11-12 Jan 2018 Montpellier (France)
Evolutionary genetic dissection of the genus Homo and its immune response
Lluis Quintana Murci  1@  
1 : 1Unit of Human Evolutionary Genetics, Institut Pasteur, Paris, France; 2CNRS URA3012, Paris, France.
Institut Pasteur de Paris

Over the last decade, population genetic studies have clearly indicated that immunity and host defense functions are among the functions most frequently subject to natural selection, whether purifying, positive or balancing. These studies, combined with functional genomic approaches, such as the mapping of expression quantitative trait loci (eQTLs), have helped to identify genes, functions, and mechanisms of prime importance for host survival and involved in phenotypic variation and differences in disease risk, in particular infectious, autoimmune and inflammatory disorders. I will present different cases of how immune response genes, and the pathways they trigger, have been targeted by natural selection, in its different forms and intensities, helping to delineate genes that fulfil essential functions in host defence, with respect to those exhibiting higher immunological redundancy. Furthermore, our population genetic analyses show that the contemporary diversity of immunity genes results from different demographic and selective events, including positive selection at some genes in specific human populations occurring mostly during the Neolithic transition.
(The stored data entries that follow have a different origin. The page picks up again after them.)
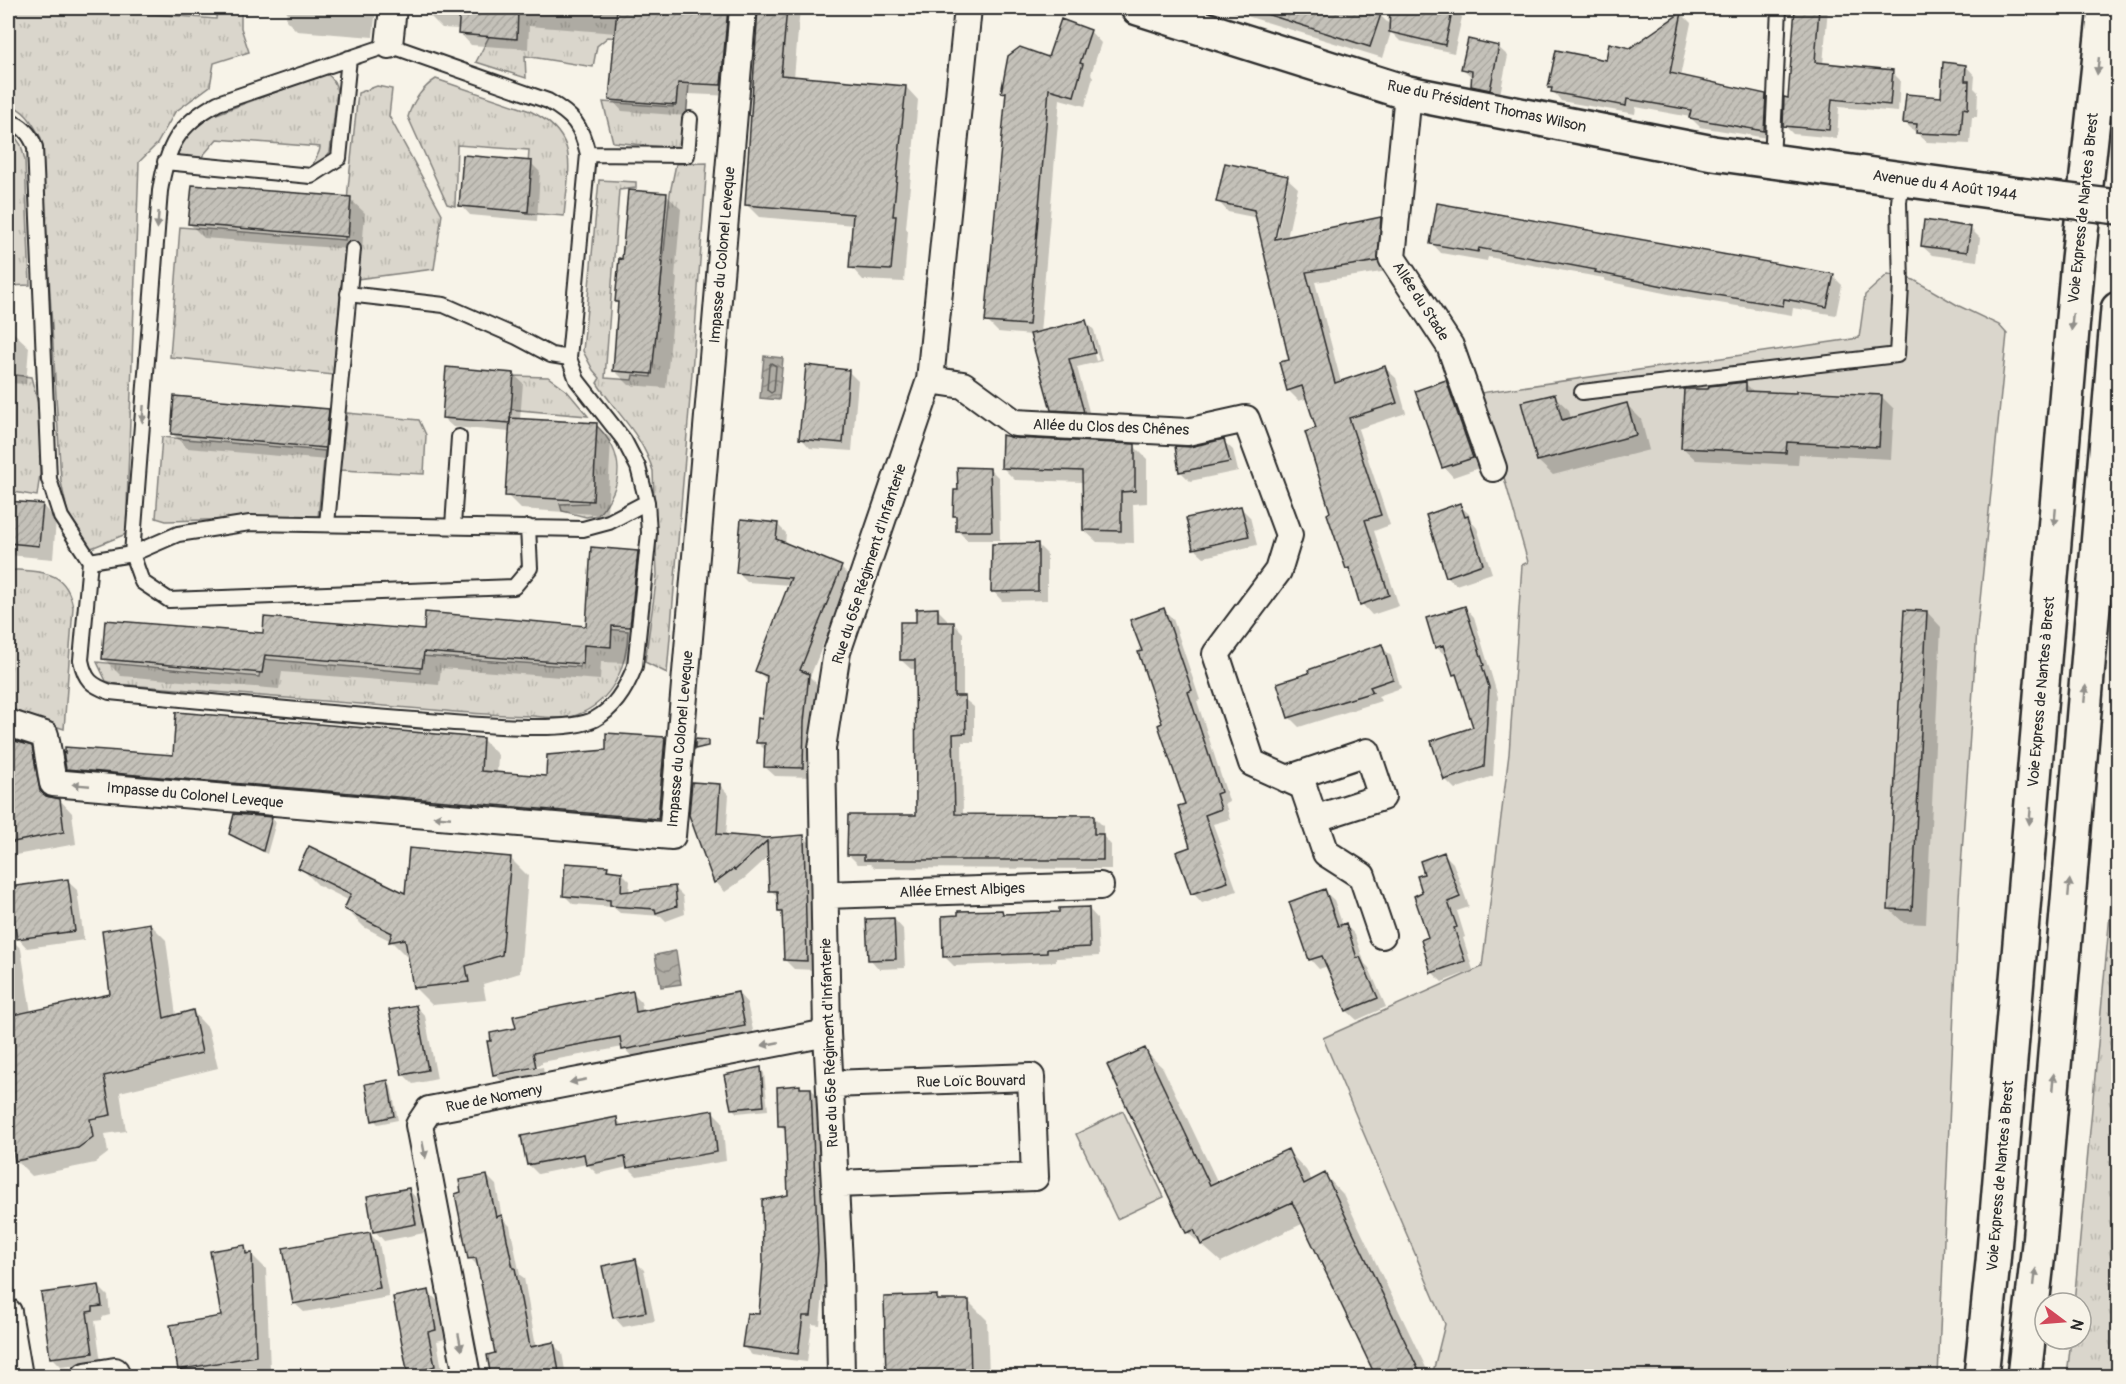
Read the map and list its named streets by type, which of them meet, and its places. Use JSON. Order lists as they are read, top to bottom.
{
  "streets": {
    "main road": ["Rue du Président Thomas Wilson", "Avenue du 4 Août 1944", "Voie Express de Nantes à Brest"],
    "street": [
      "Impasse du Colonel Leveque",
      "Allée du Stade",
      "Allée du Clos des Chênes",
      "Rue du 65e Régiment d'Infanterie",
      "Allée Ernest Albiges",
      "Rue Loïc Bouvard",
      "Rue de Nomeny"
    ]
  },
  "crossings": [
    ["Rue du Président Thomas Wilson", "Avenue du 4 Août 1944"],
    ["Rue du Président Thomas Wilson", "Allée du Stade"],
    ["Allée du Clos des Chênes", "Rue du 65e Régiment d'Infanterie"],
    ["Rue du 65e Régiment d'Infanterie", "Allée Ernest Albiges"],
    ["Rue du 65e Régiment d'Infanterie", "Rue Loïc Bouvard"],
    ["Rue du 65e Régiment d'Infanterie", "Rue de Nomeny"]
  ],
  "north": "right"
}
I will also discuss how population-specific genetic variation can profoundly impact immune-related molecular phenotypes, such mRNA expression upon infection (response eQTLs), and how the identification of advantageous regulatory variants helps to uncover evolutionarily beneficial mechanisms, such as attenuated inflammation, in specific human populations. Finally, I will present data showing that population adaptation to pathogen pressures can be facilitated by the acquisition, via admixture, of advantageous alleles from locally “adapted” populations. These events involve, for example, archaic introgression from Neanderthals, who introduced variants affecting immune responses to viral challenges into European genomes, or post-admixture selection among African Bantu-speaking populations, who acquired adaptive alleles related to immune responses or food metabolism from local populations of rainforest hunter-gatherers or pastoralists. This presentation will provide a glimpse into how population and functional genomic approaches increase our understanding of whether and how populations can adapt to environmental changes, including those related to pathogen pressures, over different time scales.